INFORMATION SHOWN:

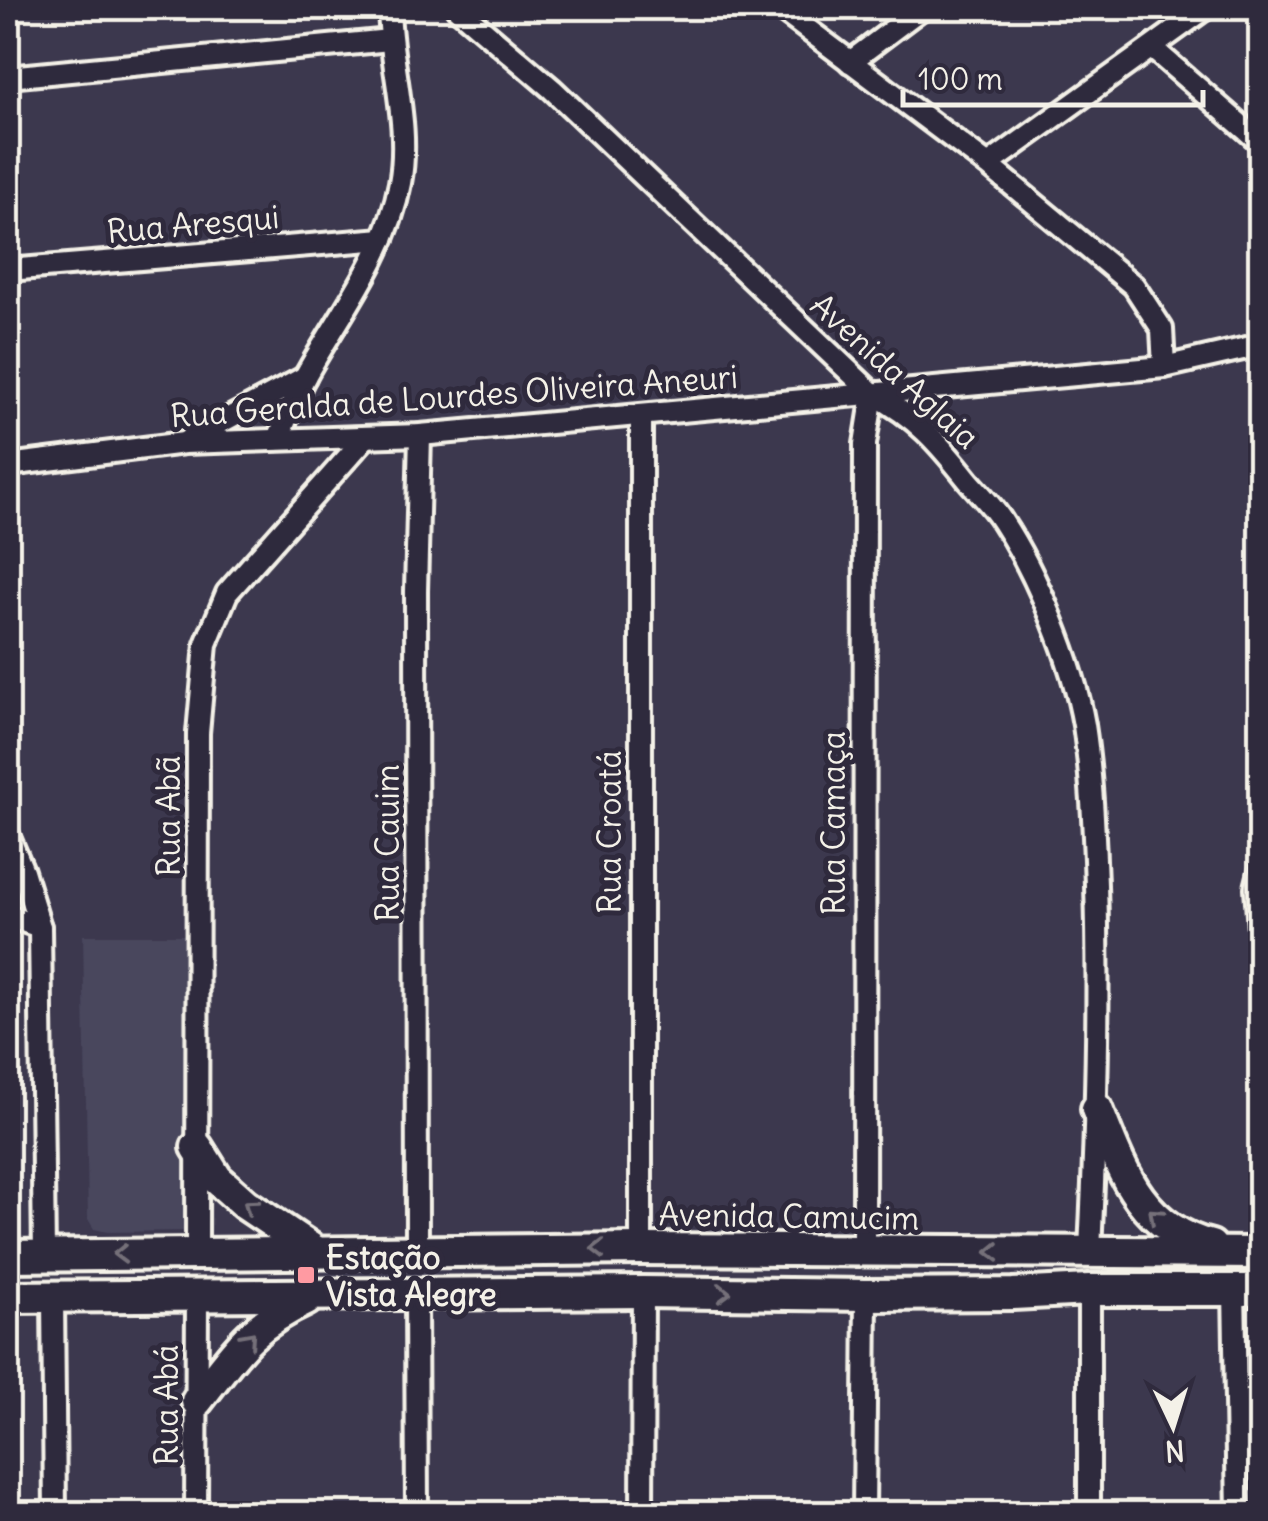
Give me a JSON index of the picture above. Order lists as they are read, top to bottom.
{
  "streets": {
    "main road": ["Avenida Camucim"],
    "street": [
      "Rua Aresqui",
      "Avenida Aglaia",
      "Rua Geralda de Lourdes Oliveira Aneuri",
      "Rua Abã",
      "Rua Camaça",
      "Rua Croatá",
      "Rua Cauim",
      "Rua Abá"
    ]
  },
  "crossings": [
    ["Avenida Aglaia", "Rua Geralda de Lourdes Oliveira Aneuri"],
    ["Avenida Aglaia", "Rua Camaça"],
    ["Avenida Aglaia", "Avenida Camucim"],
    ["Rua Geralda de Lourdes Oliveira Aneuri", "Rua Abã"],
    ["Rua Geralda de Lourdes Oliveira Aneuri", "Rua Camaça"],
    ["Rua Geralda de Lourdes Oliveira Aneuri", "Rua Croatá"],
    ["Rua Geralda de Lourdes Oliveira Aneuri", "Rua Cauim"],
    ["Rua Abã", "Avenida Camucim"],
    ["Rua Camaça", "Avenida Camucim"],
    ["Rua Croatá", "Avenida Camucim"],
    ["Rua Cauim", "Avenida Camucim"]
  ],
  "places": {
    "transit": ["Estação Vista Alegre"]
  },
  "scale_bar": "100 m",
  "north": "bottom"
}
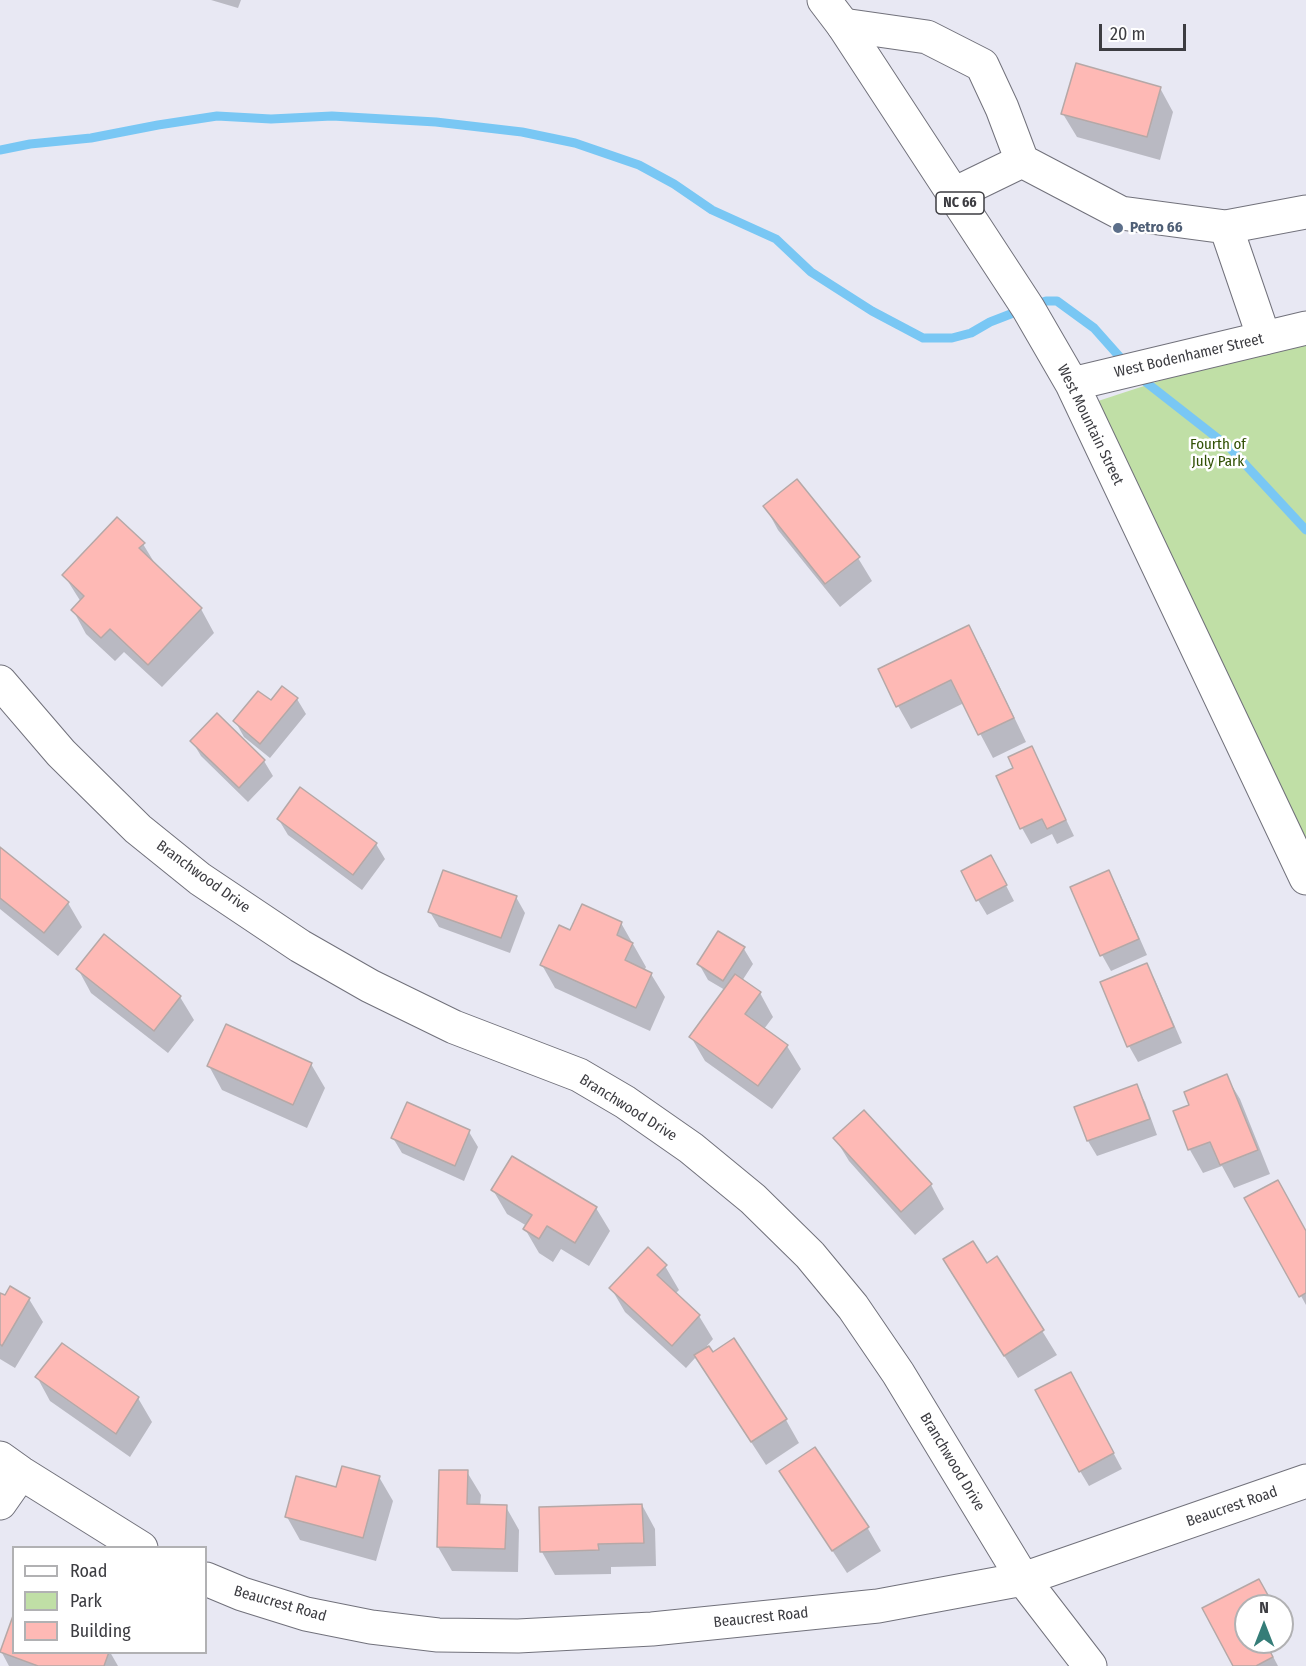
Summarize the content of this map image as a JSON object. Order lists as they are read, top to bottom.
{
  "streets": {
    "street": [
      "NC 66",
      "West Bodenhamer Street",
      "West Mountain Street",
      "Branchwood Drive",
      "Beaucrest Road"
    ]
  },
  "crossings": [
    ["West Bodenhamer Street", "West Mountain Street"],
    ["Branchwood Drive", "Beaucrest Road"]
  ],
  "parks": ["Fourth of July Park"],
  "places": ["Petro 66"],
  "legend": ["Road", "Park", "Building"],
  "scale_bar": "20 m",
  "north": "top"
}
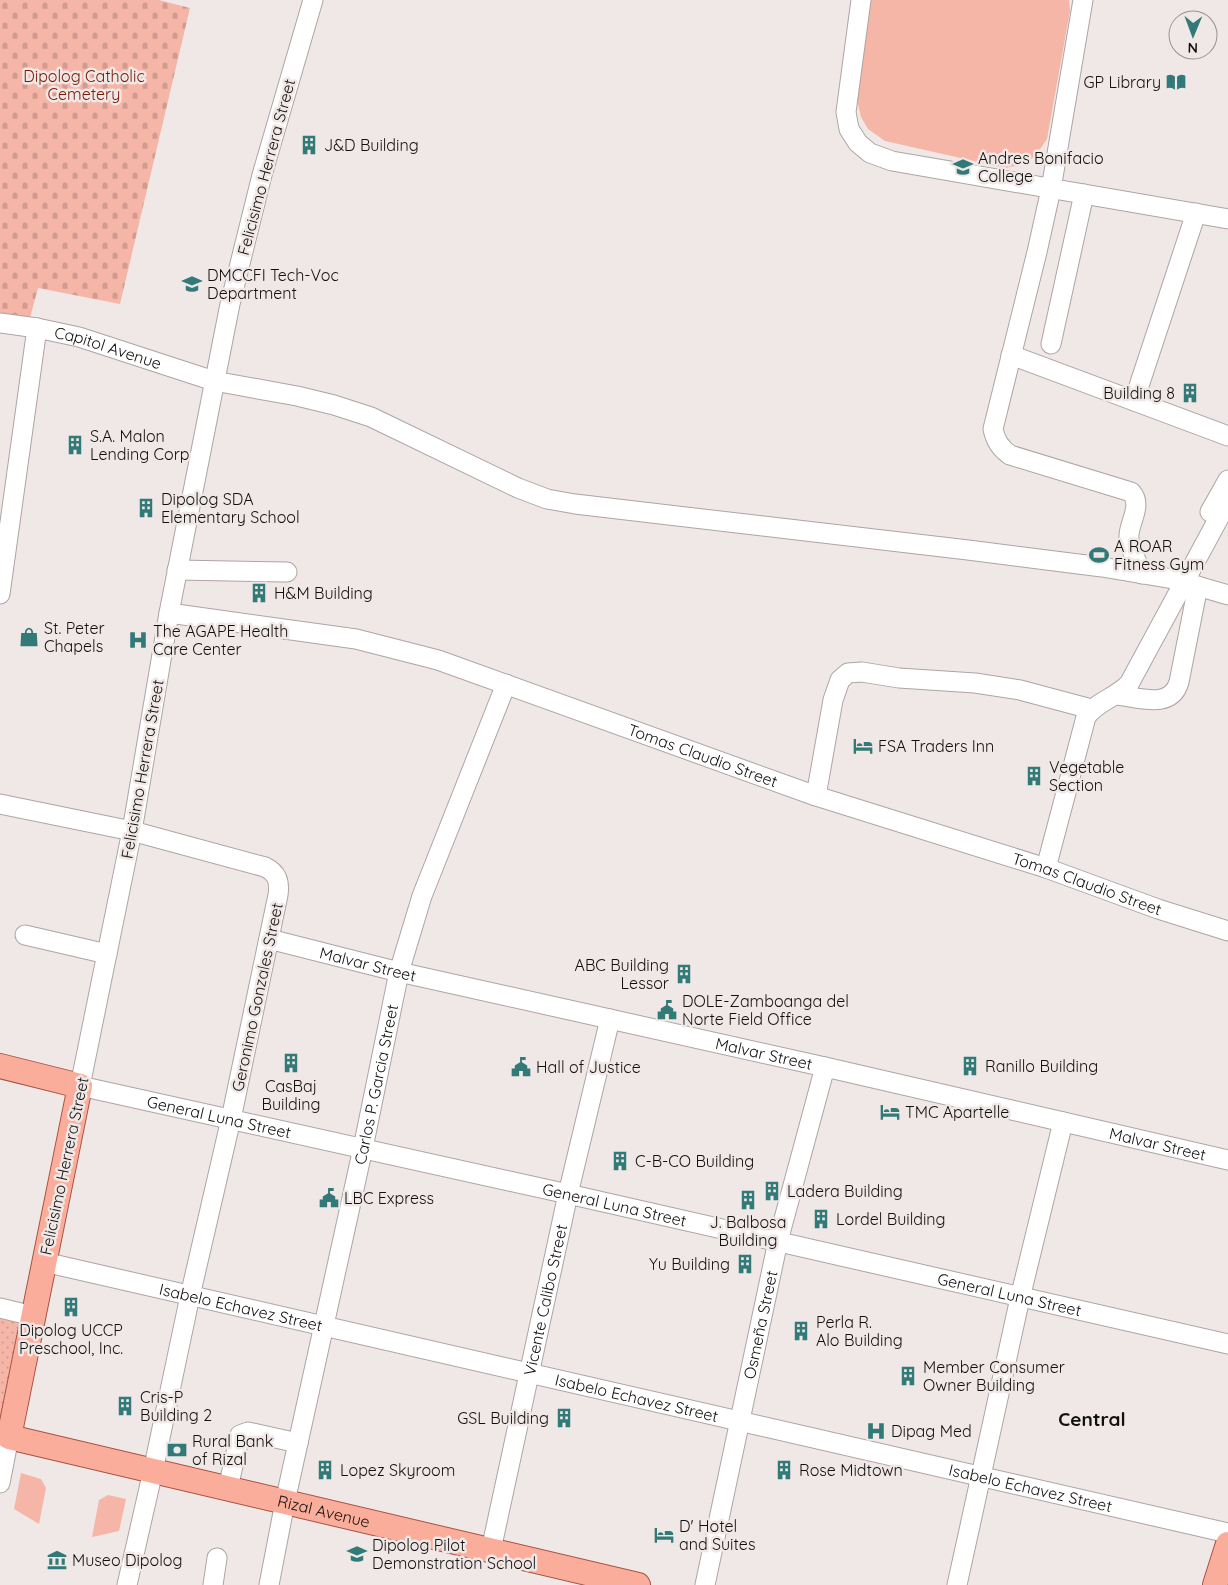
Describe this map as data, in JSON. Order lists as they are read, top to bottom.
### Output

WORK ORDER: Set down a word-for-word copy of the records, dropping any picture.

WORKED SOLUTION:
Give me a JSON index of the picture above. Order lists as they are read, top to bottom.
{
  "streets": {
    "main road": ["Avenida Camucim"],
    "street": [
      "Rua Aresqui",
      "Avenida Aglaia",
      "Rua Geralda de Lourdes Oliveira Aneuri",
      "Rua Abã",
      "Rua Camaça",
      "Rua Croatá",
      "Rua Cauim",
      "Rua Abá"
    ]
  },
  "crossings": [
    ["Avenida Aglaia", "Rua Geralda de Lourdes Oliveira Aneuri"],
    ["Avenida Aglaia", "Rua Camaça"],
    ["Avenida Aglaia", "Avenida Camucim"],
    ["Rua Geralda de Lourdes Oliveira Aneuri", "Rua Abã"],
    ["Rua Geralda de Lourdes Oliveira Aneuri", "Rua Camaça"],
    ["Rua Geralda de Lourdes Oliveira Aneuri", "Rua Croatá"],
    ["Rua Geralda de Lourdes Oliveira Aneuri", "Rua Cauim"],
    ["Rua Abã", "Avenida Camucim"],
    ["Rua Camaça", "Avenida Camucim"],
    ["Rua Croatá", "Avenida Camucim"],
    ["Rua Cauim", "Avenida Camucim"]
  ],
  "places": {
    "transit": ["Estação Vista Alegre"]
  },
  "scale_bar": "100 m",
  "north": "bottom"
}
Summarize the content of this map image as a JSON object. Order lists as they are read, top to bottom.
{
  "streets": {
    "street": [
      "NC 66",
      "West Bodenhamer Street",
      "West Mountain Street",
      "Branchwood Drive",
      "Beaucrest Road"
    ]
  },
  "crossings": [
    ["West Bodenhamer Street", "West Mountain Street"],
    ["Branchwood Drive", "Beaucrest Road"]
  ],
  "parks": ["Fourth of July Park"],
  "places": ["Petro 66"],
  "legend": ["Road", "Park", "Building"],
  "scale_bar": "20 m",
  "north": "top"
}
Describe this map as data, in JSON. Order lists as they are read, top to bottom.
### Output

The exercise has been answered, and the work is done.